Friday, 15 Nov 2024

Opinion | Putin Has Nothing to Fear From Biden

MOSCOW — For a while, it wasn’t clear that this week’s meeting in Geneva between President Vladimir Putin of Russia and President Biden would go ahead.

Mr. Biden, seeking his first encounter as president with Mr. Putin, made the invitation in mid-April; but it took until the end of May for the summit to be confirmed. Despite Mr. Putin’s experience with American presidents — he’s dealt with four, across two decades — the Kremlin, Russian officials said, was considering the risk that Mr. Biden would use the meeting to publicly lecture his Russian counterpart on democracy and human rights.

The caution seemed reasonable. After all, the new American administration, especially by comparison with its predecessor, devotes considerable attention to promoting human rights across the globe. And Mr. Biden set out his stall when he agreed in an interview in March that Mr. Putin is a “killer.”
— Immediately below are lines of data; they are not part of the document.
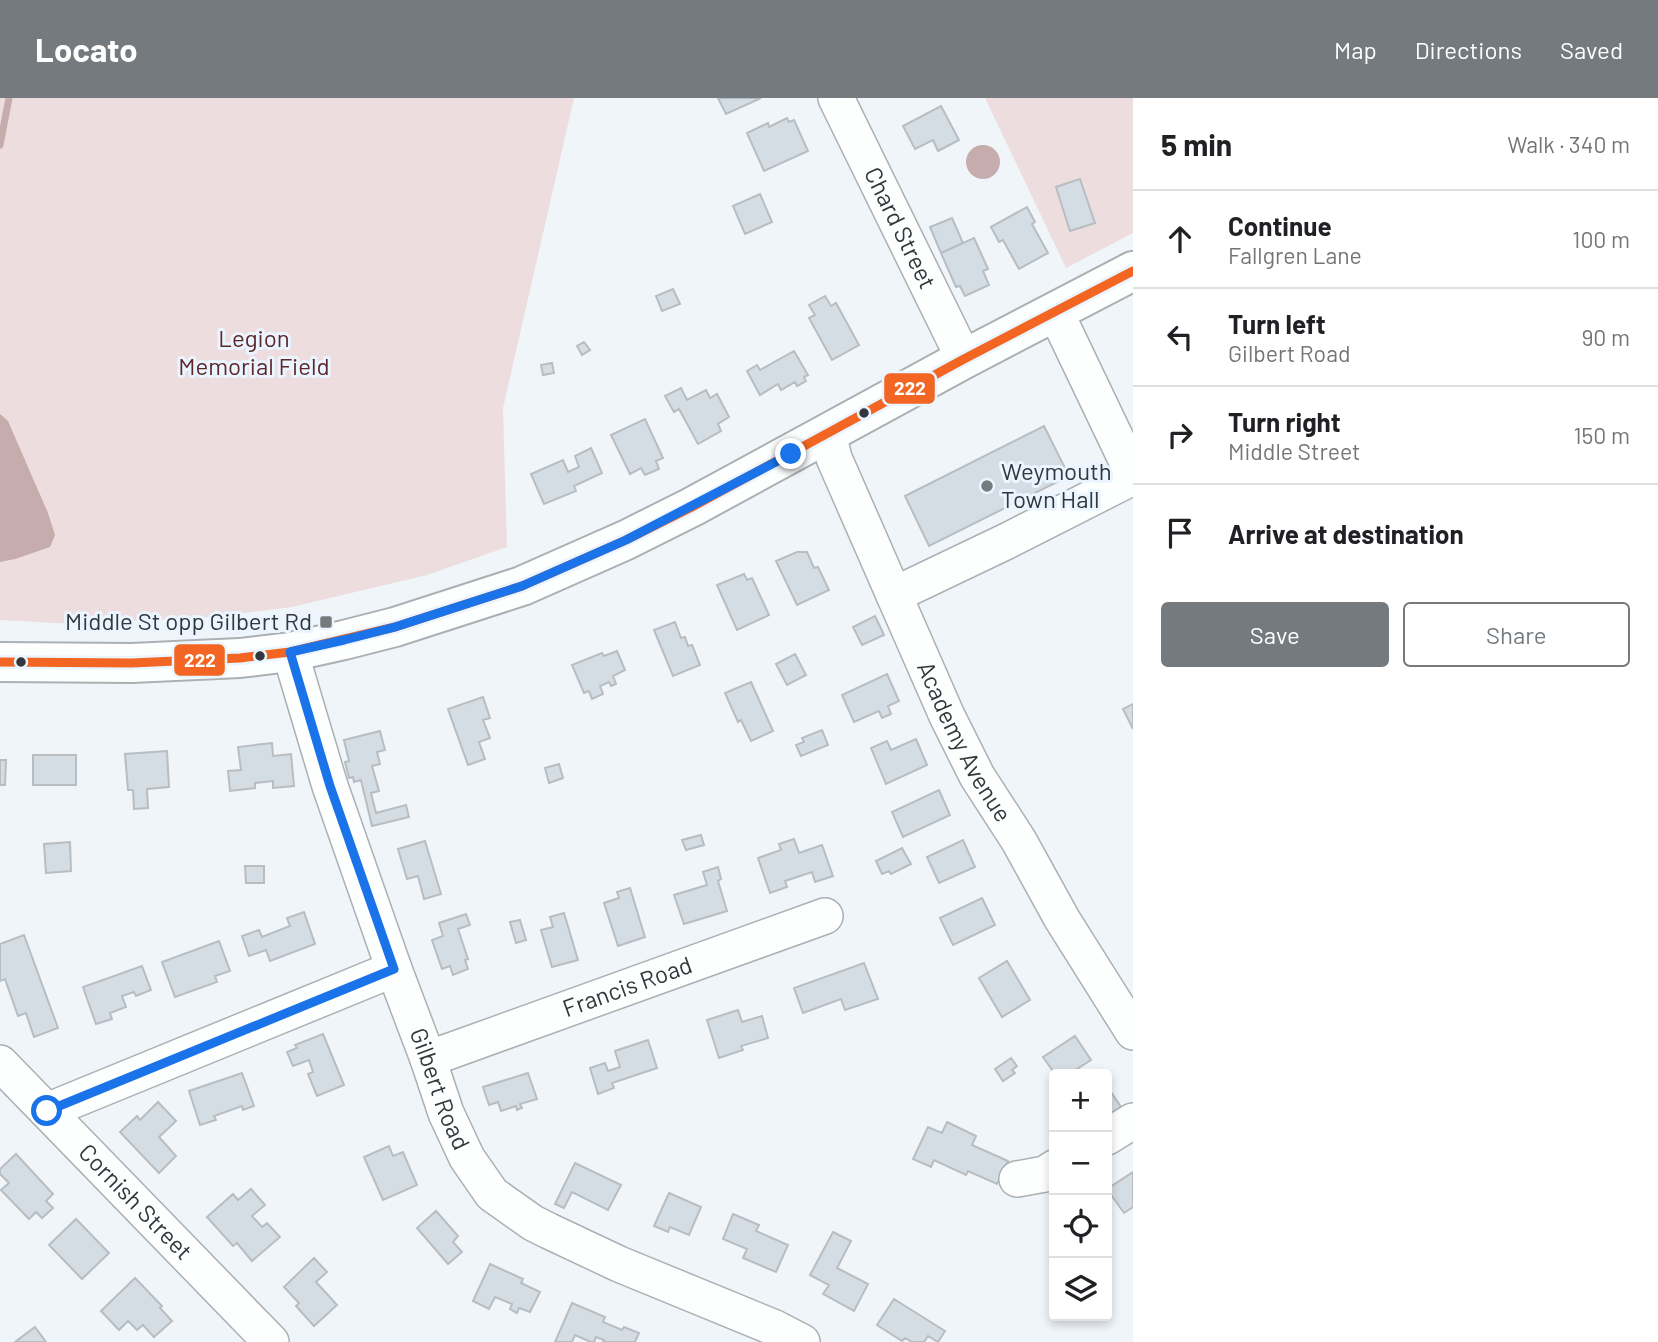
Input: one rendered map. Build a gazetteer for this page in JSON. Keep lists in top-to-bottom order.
{
  "streets": {
    "street": [
      "Chard Street",
      "Academy Avenue",
      "Francis Road",
      "Gilbert Road",
      "Cornish Street"
    ]
  },
  "crossings": [
    ["Francis Road", "Gilbert Road"]
  ],
  "parks": ["Legion Memorial Field"],
  "places": {
    "other": ["Weymouth Town Hall"],
    "transit": ["Middle St opp Gilbert Rd"]
  },
  "lines": ["transit line 222"],
  "page": {
    "header": "Locato",
    "nav": ["Map", "Directions", "Saved"],
    "heading": ["5 min", "Walk · 340 m"],
    "list": [
      ["Continue", "Fallgren Lane", "100 m"],
      ["Turn left", "Gilbert Road", "90 m"],
      ["Turn right", "Middle Street", "150 m"],
      "Arrive at destination"
    ],
    "buttons": ["Save", "Share"],
    "map_buttons": ["+", "−"]
  }
}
Yet the Kremlin eventually accepted the invitation. Why? Besides the chance to de-escalate tensions, there’s one very good reason: Mr. Putin has nothing to fear from Mr. Biden. Enduringly popular and freshly buoyed by the quashing of the opposition, Russia’s president has ample cause to feel secure. Whatever the American president might say in Geneva — or his administration do, by way of sanctions — will not affect Mr. Putin’s rule in Russia.

The first impediment for Mr. Biden is straightforward: His message will not get a good airing. Television, dominated by channels run or controlled by the state, remains the main source of news for three-quarters of Russians, so most people in Russia will see the American president through the Kremlin’s eyes. Independent media, recently curtailed by the authorities declaring several prominent outlets to be “foreign agents,” won’t be able to redress the imbalance.
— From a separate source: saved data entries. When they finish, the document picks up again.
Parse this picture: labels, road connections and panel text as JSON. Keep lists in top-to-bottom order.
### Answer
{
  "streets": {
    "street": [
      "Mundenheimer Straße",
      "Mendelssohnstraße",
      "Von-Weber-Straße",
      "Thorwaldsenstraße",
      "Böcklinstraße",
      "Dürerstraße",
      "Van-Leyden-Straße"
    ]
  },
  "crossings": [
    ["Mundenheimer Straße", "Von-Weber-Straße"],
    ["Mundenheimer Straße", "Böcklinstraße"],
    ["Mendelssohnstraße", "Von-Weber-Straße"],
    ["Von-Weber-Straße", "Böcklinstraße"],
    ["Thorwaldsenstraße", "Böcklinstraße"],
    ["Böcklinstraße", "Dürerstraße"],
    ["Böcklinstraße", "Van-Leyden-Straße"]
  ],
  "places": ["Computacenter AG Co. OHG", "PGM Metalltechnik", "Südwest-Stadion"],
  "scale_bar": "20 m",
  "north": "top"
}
Yet even without this media filter, Mr. Putin has no reason to fear any aspersions Mr. Biden might cast his way. Though the president’s popularity has waned a touch since its peak in 2014, he retains the trust and approval of over 60 percent of Russians, according to Levada Center, an independent and highly respected polling organization. This might be more inertia and apathy than a conscious political affiliation, but the result is the same. The opposition can only dream about such ratings: Support for the most prominent opposition leader, Aleksei Navalny, doesn’t rise above 20 percent.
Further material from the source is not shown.